Biden Budget Proposes $17 Trillion in Deficits Over Next Decade

President Joe Biden revealed the third budget of his presidency, proposing to spend $6.8 trillion and raise taxes by approximately $5 trillion. Despite being promoted as a deficit-reducing plan, the White House forecasts trillions in budget shortfalls over the next decade.

According to the administration’s projections (pdf), the U.S. government would record $17.055 trillion in federal deficits by 2023. This includes a $1.8646 gap in the fiscal year 2024 budget, representing 6.8 percent of GDP.

The White House estimates that the federal government would accumulate $10.21 trillion in interest payments.

Federal debt held by the public is expected to soar beyond $43.6 trillion in 2023, accounting for more than 102 percent of the GDP. The national debt would also climb above $50 trillion, raising the debt-to-GDP ratio to 127.6 percent.

In addition, when compared to last year’s budget (pdf), the president had projected nearly $14 trillion in additional deficits and debt over ten years, which would potentially offset the purported $3 trillion in savings.

According to an analysis from the Committee for a Responsible Federal Budget (CRFB), debt outlined in the president’s budget would “grow to a new record as a share of the economy over the next decade.”

“Debt would continue to rise unsustainably under the President’s budget, reaching a new record of 110 percent of GDP by 2033,” the CRFB wrote in a report. “This debt level is likely to be even higher under CBO’s forthcoming re-estimate of the budget and would rise even further if various expiring tax cuts are continued without additional offsets.”

Epoch Times Photo
Epoch Times Photo
U.S. Treasury Secretary Janet Yellen speaks as she and her Italian counterpart Giancarlo Giorgetti hold a bilateral meeting on the sidelines of the G20 Summit in Nusa Dua on the Indonesian resort island of Bali on Nov. 16, 2022. (Adek Berry/AFP via Getty Images)

Treasury Secretary Janet Yellen was asked about these numbers during Friday’s House Ways and Means Committee hearing.

“You’re saying our policies created higher deficits than then you had projected last year. And now we’re going to take credit for reducing those higher deficits,” Rep. Lloyd Smucker (R-Pa.) told Treasury Secretary Janet Yellen at the House Ways and Means Committee hearing on Friday.

“This budget does nothing,” he added. “In fact, it adds to the deficits and debts that we’ve been experiencing.”

Yellen struggled to address this point, explaining that the $3 trillion is “relative to where we were before this budget was issued and the deficits that we would have seen.”

The former head of the Federal Reserve has expressed concern over debts and deficits in the past.

In 2018, speaking with CNBC’s Steve Liesman at the Charles Schwab Impact Conference, Yellen called the U.S. debt path “unsustainable.”

“If I had a magic wand, I would raise taxes and cut retirement spending,” she said.

During her nomination hearing in 2021, Yellen acknowledged in an exchange with Sen.
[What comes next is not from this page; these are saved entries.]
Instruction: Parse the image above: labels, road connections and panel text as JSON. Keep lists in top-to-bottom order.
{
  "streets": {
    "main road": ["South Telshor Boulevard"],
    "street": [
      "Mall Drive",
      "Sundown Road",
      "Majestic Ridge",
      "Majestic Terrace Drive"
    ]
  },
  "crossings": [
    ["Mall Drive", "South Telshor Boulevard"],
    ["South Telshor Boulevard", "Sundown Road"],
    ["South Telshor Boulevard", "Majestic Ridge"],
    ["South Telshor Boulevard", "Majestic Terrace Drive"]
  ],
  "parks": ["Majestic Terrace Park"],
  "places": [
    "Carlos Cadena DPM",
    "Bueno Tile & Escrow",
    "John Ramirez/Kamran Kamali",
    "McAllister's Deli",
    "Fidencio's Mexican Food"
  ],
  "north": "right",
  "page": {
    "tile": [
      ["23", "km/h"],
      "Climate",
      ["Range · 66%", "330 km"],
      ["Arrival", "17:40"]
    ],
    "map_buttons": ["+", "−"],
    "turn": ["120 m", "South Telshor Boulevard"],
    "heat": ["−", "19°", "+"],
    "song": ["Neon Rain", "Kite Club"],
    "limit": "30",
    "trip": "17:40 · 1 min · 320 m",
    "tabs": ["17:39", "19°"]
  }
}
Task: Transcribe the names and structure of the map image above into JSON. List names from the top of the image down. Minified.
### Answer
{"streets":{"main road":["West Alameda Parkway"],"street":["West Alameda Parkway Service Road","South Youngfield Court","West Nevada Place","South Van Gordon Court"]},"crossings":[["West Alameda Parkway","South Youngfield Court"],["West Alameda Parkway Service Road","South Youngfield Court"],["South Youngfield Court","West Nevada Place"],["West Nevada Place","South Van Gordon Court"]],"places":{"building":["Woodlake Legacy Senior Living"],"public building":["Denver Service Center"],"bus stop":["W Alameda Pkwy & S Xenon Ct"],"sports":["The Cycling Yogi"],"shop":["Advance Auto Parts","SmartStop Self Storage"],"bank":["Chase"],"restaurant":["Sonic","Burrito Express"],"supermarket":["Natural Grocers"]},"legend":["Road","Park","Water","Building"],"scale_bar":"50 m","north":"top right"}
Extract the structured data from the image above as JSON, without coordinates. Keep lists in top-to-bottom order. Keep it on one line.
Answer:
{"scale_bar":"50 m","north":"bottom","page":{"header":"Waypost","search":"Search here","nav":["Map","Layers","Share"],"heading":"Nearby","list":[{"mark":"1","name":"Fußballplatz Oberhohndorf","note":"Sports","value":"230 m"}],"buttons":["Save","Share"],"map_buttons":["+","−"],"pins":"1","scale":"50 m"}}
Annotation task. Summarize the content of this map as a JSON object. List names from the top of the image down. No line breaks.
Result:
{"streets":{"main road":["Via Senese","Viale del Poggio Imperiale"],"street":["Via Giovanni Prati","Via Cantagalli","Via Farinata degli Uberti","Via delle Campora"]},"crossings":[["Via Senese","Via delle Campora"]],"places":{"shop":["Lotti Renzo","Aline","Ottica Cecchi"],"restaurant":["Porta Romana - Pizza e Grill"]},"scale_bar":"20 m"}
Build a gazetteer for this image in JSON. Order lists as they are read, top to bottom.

John Thune (R-S.D.) that “eventually we’re going to have to deal with the issue of debt.”

“I think there’s no single metric that summarizes our overall fiscal situation, but one metric that I do think is useful to keep in mind is the interest burden of the debt—what share of our economy of GDP is going to pay interest on the debt,” Yellen told Sen. James Lankford (R-Okla.) in a separate exchange.

“The higher that gets, the more we find we have to use tax revenue just to pay the interest on the debt, and eventually that can lead to having to curtail other services, other spending, or eventually lead to runaway debt accumulation. That would be an unsustainable path,” she said.

In its recent Budget and Economic Outlook report, the Congressional Budget Office (CBO) forecasted that annual deficits average $2 trillion over the 2024–2033 period.

“Measured relative to the size of the economy, the deficit equals 5.4 percent of gross domestic product (GDP) in 2023, and deficits average 6.1 percent of GDP from 2024 to 2033. As a result of those deficits, federal debt increases each year in CBO’s projections, rising from 98 percent of GDP this year to 118 percent in 2033,” the CBO stated.

By comparison, the 2024 budget projects that annual deficits will average $1.705 trillion.

Vance Gin, the founder and president of Ginn Economic Consulting, recently opined in a piece for the American Institute for Economic Research (AIER) that if these deficits continue to accelerate, then the “Federal Reserve will, at some point, be forced to monetize this new debt at such a scale that the post-pandemic inflation will seem mild by comparison.”